Par Charles Chaleyat
Avec le temps va tout s’en va…
Rien ne sert de fantasmer ni de se donner des actes de naissance plus anciens les uns que les autres comme si le bourgeois de Tombouctou descendait directement de Toumaï, le paysan catalan de Tautavel ou mon oncle de Cro Magnon… La Terre nous réserve toujours des surprises que messieurs les archéologues – aidés de quelques bergers (Göbekli), écoliers (Lascaux), spéléologues (grottes Cosquer, Chauvet), carriers (Sterkfontein et al) ou simples curieux (Pincevent) grâce aussi aux photos aériennes ou satellitaires – nous servent, à temps pour modifier le savoir des nations et leurs postures. On trouve toujours plus ancien que soi, et plus grandit cette ancienneté plus elle entraine en même temps que nous différons de ces ancêtres…

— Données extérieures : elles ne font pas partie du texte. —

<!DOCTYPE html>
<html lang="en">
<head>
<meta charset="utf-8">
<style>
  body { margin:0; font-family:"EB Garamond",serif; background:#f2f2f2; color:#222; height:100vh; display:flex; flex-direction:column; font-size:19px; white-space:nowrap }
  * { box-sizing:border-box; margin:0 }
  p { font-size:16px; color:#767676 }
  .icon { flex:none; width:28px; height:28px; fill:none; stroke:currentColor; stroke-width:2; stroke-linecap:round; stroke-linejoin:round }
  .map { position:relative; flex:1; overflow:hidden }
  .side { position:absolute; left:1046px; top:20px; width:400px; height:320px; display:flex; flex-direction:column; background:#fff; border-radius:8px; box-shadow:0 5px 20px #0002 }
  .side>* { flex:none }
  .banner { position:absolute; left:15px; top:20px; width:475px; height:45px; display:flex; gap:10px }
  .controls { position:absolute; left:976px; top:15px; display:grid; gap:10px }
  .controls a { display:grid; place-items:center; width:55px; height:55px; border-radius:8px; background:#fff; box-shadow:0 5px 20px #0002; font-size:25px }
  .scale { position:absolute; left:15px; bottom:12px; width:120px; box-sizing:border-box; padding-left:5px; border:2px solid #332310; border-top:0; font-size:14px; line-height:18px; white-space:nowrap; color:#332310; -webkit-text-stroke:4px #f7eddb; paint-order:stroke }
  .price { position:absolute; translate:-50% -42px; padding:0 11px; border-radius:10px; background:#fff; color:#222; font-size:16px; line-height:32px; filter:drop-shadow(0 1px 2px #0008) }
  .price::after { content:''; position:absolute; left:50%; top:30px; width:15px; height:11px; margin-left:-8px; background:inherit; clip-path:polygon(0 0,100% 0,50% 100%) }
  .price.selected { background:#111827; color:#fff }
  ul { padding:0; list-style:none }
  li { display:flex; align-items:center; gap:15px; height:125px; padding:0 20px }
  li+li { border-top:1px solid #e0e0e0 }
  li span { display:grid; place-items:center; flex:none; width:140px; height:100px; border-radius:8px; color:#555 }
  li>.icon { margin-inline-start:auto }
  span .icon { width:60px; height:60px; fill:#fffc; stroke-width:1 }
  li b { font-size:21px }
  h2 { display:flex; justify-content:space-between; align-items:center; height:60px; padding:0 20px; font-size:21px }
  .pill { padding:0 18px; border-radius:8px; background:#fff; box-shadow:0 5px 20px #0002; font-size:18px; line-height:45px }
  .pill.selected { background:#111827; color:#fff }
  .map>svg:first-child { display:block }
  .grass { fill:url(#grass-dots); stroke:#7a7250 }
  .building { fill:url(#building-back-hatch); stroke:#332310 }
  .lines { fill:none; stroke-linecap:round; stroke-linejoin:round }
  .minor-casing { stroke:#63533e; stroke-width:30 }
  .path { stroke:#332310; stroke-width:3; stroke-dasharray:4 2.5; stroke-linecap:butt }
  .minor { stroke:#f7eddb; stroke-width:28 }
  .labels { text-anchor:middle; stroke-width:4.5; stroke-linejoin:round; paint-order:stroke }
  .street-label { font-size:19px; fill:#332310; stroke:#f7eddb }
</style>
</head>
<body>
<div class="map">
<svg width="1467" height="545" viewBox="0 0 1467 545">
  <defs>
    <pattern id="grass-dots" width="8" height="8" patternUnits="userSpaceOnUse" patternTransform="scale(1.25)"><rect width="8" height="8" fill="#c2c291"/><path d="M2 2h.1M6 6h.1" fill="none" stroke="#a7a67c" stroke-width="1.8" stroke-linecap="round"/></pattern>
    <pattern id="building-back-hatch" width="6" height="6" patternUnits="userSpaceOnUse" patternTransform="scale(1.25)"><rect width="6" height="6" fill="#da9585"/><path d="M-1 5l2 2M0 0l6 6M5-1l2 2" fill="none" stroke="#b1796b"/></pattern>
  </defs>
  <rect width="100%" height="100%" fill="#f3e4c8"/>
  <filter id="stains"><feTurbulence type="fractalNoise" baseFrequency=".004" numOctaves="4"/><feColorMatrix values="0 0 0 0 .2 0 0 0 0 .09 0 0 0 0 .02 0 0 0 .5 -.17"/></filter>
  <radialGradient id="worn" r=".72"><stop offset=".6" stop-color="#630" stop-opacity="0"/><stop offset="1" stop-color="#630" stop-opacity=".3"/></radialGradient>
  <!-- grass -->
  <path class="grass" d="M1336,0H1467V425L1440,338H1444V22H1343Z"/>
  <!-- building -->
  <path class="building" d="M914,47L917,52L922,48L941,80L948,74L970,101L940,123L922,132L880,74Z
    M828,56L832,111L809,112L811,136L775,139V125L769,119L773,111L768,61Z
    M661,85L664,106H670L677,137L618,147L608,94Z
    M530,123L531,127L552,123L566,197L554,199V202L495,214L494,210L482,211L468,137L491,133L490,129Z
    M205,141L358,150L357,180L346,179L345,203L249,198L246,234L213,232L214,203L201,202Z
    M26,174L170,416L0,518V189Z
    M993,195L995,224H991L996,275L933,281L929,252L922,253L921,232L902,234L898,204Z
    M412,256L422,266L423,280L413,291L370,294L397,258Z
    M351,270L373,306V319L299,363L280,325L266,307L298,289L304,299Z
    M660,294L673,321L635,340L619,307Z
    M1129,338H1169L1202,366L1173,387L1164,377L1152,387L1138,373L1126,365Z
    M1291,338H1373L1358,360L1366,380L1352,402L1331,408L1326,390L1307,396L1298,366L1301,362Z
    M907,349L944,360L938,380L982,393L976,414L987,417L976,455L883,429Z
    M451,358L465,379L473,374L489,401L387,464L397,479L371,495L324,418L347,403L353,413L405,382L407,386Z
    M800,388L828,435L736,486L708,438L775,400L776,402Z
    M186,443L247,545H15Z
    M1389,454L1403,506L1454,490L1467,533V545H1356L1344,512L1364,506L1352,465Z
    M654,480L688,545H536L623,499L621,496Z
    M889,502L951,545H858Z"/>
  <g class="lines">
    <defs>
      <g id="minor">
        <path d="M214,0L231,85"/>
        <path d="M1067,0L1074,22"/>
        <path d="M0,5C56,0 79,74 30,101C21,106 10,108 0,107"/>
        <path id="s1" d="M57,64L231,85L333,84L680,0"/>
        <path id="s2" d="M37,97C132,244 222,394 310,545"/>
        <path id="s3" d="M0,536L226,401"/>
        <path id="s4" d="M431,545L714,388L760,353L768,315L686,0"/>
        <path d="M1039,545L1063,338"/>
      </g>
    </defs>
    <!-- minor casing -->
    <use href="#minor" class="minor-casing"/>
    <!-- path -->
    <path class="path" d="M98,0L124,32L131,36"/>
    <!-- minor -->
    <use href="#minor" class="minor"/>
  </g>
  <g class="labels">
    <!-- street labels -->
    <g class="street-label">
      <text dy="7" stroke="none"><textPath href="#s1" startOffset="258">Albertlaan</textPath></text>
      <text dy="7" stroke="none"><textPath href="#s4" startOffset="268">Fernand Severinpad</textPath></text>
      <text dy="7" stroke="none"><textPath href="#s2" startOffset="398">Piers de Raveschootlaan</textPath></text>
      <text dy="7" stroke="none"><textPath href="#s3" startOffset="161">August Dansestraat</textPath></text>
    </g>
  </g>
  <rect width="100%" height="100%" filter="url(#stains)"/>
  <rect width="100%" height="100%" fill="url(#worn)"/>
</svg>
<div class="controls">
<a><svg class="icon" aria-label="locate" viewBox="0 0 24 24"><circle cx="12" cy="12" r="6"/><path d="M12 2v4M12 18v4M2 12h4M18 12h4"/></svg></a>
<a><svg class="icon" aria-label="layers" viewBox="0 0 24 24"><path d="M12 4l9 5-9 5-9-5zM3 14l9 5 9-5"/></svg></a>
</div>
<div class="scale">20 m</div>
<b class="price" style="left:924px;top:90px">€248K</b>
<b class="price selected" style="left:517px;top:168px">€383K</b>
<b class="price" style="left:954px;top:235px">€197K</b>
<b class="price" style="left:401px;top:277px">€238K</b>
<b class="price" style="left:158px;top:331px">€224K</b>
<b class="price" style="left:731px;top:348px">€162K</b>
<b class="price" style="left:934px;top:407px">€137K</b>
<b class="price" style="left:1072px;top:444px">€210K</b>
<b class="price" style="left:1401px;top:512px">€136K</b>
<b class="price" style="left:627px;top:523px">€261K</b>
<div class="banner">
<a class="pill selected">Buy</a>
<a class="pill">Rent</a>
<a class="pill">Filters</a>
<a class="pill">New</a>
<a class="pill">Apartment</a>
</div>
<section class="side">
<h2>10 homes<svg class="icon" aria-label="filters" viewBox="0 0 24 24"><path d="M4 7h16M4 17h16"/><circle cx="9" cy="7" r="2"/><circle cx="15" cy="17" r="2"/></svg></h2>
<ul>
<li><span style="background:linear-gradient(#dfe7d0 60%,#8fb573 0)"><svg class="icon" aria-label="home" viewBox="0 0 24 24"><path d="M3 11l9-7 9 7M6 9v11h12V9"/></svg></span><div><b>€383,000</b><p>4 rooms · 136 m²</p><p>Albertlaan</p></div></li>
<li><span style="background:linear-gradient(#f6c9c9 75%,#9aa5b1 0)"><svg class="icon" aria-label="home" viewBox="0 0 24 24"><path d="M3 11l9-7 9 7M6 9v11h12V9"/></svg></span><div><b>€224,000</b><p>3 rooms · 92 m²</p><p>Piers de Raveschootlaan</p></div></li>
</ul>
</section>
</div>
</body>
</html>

On savait déjà que la civilisation mégalithique d’Europe occidentale (Bretagne, Angleterre, Espagne, Portugal, répandue jusqu’au Maghreb et en Scandinavie), précédait de deux millénaires la civilisation égyptienne pharaonique et sa première pyramide pourtant déjà bien ancienne pour le grec Thalès qui la contemplait au Vè siècle avant J.-C.! Cette civilisation a érigé, 45 siècles avant JC., les plus grosses pierres jamais levées de mains d’homme comme le menhir d’Er Grah de Locmariaquer (le Mané Er Hroeg de 300 tonnes, gisant à terre aujourd’hui brisé en 4 morceaux), des ensembles colossaux comme Stonehenge et Carnac et les temples monumentaux de Malte datés de 5500 av. J.-C.
Récemment trouvé et fouillé, encore plus étonnant, est le temple monumental de Göbekli (Turquie sud-est, extrémité du Croissant fertile) placé au Néolithique précéramique A et daté d’environ 11.000 ans avant notre ère, donc 70 siècles avant les pyramides égyptiennes. Cest donc le plus ancien temple jamais découvert. Comme souvent, ce site apparaissait comme une colline jonchée d’éclats de silex qui, ayant attiré l’œil d’archéologues américains en 1963, ne fut retrouvé qu’en 1993 quand un berger aperçut d’étranges pierres sortant du sol poussiéreux.
Dégagé par les fouilleurs, la colline (recouverte volontairement par ses derniers occupants vers 8000 av.J.-C) est faite d’un amoncellement de pierres sèches non-sculptées où ont été découvertes des pièces circulaires faites d’énormes piliers de calcaire pesant chacun 10 tonnes. Ils étaient extraits du voisinage où d’énormes pierres en T de 3 m et plus, gravées d’animaux, ont été retrouvées.
Comme il date de la période précédant l’apparition de l’agriculture (située vers 8000 au Moyen-Orient) et qu’on n’y a trouvé aucune trace de plantes ou animaux domestiqués, il est attribuable à des sociétés de chasseurs-pêcheurs (on a retrouvé d’ailleurs des racloirs et des pointes de flèches), ce qui modifie la théorie ancienne qui associait l’agriculture aux constructions et aux sédentaires.